Maserati has previewed new details of its all-electric GranTurismo Folgore, including its 2.7sec 0-100 time
New elements of the all-electric Maserati GranTurismo Folgore have been previewed ahead of its imminent debut. The Folgore will join standard combustion-powered GranTurismo and GranCabrio models, but for now Maserati’s focusing on what will be its first Folgore model ahead of variants of the MC20 and Grecale that are due later in 2023.
Few technical details have been revealed, with the exception of some initial performance figures that put the GranTurismo some way ahead of potential rivals like the Porsche Taycan and Audi RS e-tron GT. These include a 2.7sec 0-100kph time, beating even the fastest Porsche Taycan Turbo S by 0.2sec. Even more impressive is the top speed, which is quoted at over 322kph. These impressive figures will be generated by a triple-motor powertrain as previously confirmed, with two electric motors on the rear axle, and a third unit on the front axle. This layout won’t just give the GranTurismo Folgore all-wheel drive, but also allow for torque vectoring on the rear axle.
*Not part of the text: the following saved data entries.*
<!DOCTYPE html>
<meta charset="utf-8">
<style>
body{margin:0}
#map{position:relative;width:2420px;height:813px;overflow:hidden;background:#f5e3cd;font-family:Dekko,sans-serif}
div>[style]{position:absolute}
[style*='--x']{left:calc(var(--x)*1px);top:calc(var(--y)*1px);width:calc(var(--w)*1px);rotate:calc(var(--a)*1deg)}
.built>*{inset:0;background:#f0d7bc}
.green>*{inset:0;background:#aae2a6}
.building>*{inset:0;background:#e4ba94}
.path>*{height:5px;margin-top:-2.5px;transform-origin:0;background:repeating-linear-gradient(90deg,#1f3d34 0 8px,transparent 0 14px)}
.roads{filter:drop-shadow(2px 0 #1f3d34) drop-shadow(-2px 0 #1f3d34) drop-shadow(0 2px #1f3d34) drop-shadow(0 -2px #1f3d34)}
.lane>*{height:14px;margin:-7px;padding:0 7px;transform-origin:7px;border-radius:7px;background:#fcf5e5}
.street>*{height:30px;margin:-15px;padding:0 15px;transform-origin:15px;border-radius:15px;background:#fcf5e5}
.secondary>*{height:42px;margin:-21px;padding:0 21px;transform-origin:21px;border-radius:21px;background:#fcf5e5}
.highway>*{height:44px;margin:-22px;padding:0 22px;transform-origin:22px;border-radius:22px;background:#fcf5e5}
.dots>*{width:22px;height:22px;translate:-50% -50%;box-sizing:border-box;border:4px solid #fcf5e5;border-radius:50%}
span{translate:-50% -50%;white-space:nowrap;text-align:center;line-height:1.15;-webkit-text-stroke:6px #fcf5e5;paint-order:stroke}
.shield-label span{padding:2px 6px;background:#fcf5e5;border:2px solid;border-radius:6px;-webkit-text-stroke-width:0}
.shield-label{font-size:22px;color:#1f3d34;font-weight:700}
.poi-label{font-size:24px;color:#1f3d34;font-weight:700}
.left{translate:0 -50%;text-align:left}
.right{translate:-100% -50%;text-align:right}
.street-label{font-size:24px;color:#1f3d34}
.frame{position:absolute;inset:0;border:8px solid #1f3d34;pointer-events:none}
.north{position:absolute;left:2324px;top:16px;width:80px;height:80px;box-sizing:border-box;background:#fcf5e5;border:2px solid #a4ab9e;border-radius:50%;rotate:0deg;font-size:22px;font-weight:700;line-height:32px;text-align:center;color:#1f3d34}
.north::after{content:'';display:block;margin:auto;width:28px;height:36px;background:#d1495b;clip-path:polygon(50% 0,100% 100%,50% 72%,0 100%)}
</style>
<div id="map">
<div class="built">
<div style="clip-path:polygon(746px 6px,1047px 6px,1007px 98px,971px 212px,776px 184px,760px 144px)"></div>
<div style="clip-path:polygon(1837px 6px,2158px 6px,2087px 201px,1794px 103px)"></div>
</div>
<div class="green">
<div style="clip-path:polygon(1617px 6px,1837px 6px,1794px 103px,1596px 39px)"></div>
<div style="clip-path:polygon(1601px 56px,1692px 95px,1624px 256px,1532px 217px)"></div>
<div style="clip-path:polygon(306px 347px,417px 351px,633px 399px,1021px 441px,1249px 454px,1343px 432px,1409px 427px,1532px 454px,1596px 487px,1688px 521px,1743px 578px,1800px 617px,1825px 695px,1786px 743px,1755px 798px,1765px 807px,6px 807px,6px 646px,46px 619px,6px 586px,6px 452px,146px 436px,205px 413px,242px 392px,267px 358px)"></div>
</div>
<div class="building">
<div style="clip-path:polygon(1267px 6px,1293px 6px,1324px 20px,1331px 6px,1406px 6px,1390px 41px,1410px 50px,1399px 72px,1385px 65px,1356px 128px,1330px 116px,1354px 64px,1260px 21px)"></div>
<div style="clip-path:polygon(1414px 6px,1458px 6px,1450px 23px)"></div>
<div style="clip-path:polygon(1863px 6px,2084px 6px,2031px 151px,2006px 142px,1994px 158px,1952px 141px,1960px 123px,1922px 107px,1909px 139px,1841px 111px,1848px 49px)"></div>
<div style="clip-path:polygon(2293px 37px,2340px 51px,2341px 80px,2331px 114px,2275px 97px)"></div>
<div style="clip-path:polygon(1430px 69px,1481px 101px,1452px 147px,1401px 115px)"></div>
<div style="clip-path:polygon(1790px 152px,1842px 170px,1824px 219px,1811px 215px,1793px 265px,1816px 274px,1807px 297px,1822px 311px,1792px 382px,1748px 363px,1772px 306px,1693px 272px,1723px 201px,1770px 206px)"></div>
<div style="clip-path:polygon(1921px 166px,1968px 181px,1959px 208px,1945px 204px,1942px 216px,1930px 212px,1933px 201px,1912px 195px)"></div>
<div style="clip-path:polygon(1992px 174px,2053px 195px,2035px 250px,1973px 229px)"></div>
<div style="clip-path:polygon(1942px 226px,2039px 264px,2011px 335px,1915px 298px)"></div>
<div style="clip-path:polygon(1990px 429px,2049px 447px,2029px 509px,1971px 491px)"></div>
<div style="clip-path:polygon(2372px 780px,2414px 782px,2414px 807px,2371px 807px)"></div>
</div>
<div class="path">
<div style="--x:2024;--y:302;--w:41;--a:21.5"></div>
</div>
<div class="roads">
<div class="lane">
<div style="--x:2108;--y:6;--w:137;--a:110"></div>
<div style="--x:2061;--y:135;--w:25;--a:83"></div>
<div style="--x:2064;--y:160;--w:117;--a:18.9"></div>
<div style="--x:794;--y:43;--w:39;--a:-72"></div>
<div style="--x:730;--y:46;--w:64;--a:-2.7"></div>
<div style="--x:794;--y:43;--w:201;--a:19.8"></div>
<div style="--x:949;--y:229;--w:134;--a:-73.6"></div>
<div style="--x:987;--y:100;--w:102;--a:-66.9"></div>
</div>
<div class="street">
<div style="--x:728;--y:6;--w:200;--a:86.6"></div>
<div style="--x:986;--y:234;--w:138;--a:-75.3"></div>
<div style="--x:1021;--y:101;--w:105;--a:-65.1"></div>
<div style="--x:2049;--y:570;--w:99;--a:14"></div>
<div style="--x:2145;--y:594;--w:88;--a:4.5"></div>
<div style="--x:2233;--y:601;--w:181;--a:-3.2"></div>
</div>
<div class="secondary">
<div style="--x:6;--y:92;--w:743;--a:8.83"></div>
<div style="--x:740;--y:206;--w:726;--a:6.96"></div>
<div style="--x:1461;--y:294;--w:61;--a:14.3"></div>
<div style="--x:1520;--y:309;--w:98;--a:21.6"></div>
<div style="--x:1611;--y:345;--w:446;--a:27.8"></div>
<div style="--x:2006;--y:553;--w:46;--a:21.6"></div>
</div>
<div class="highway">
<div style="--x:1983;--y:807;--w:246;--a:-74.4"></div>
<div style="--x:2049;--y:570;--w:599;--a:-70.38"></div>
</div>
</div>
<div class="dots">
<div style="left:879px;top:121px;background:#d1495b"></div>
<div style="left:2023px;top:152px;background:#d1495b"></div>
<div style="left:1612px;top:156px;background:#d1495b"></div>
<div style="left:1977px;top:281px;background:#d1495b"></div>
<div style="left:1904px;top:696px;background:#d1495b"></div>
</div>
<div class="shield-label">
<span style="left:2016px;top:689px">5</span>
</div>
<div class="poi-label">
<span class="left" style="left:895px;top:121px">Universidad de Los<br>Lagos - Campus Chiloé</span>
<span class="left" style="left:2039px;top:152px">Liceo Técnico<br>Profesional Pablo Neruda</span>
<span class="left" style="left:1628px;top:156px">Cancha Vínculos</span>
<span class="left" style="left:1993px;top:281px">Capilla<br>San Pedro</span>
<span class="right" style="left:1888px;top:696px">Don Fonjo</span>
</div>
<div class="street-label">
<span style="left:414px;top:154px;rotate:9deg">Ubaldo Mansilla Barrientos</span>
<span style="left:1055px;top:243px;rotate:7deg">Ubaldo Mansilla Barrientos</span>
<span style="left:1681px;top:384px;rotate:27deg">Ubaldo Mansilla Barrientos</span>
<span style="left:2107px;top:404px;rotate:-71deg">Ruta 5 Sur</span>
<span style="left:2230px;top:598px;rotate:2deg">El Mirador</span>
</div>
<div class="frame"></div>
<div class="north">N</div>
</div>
A combined power figure hasn’t been confirmed, but figures of up to 1000bhp have been floated since its initial announcement back in 2020. Given that the GranTurismo will retain a combustion-powered alternative, the new Folgore won’t utilise a bespoke EV platform like the Porsche, instead Maserati’s engineers have placed the batteries in modules throughout the chassis, including the void inside the existing transmission tunnel.
The electric powertrain will run on an 800V system, which ties with the Porsche and a few other makers as the highest voltage system on the market, which allows for faster charging times and more compact hardware. Maserati claims that its charging capability will allow up to 160 kilometers of range to be added every 10 minutes.
The video also essentially reveals the exterior design, which now clearly shows an exterior design that’s fundamentally derived from the previous model. The long, low bodywork with powerful haunches, a cab-rear silhouette and very GT-like cab-to-axle ratio look almost identical to the previous model, but with modern graphics and lighting. The headlights are similar in shape to those found on the MC20 supercar, drawing up the front haunches and nearly overtop of the front wheels.
Despite the electric powertrain, the GranTurismo’s low-set grille is still open, no doubt to help manage the climate-controlled battery packs that sit within. The rear end is a similar story, with familiar shapes and graphics, only slimmed down and cleaned up.
But how will an electric grand tourer like the Folgore actually drive? While it’s not the first all-electric grand tourer, it will be the first to have only two doors. Combine this with the glamorous design and image of the GranTurismo, it could result in something very interesting, even if its real touring ability is hampered by a compromise in overall range.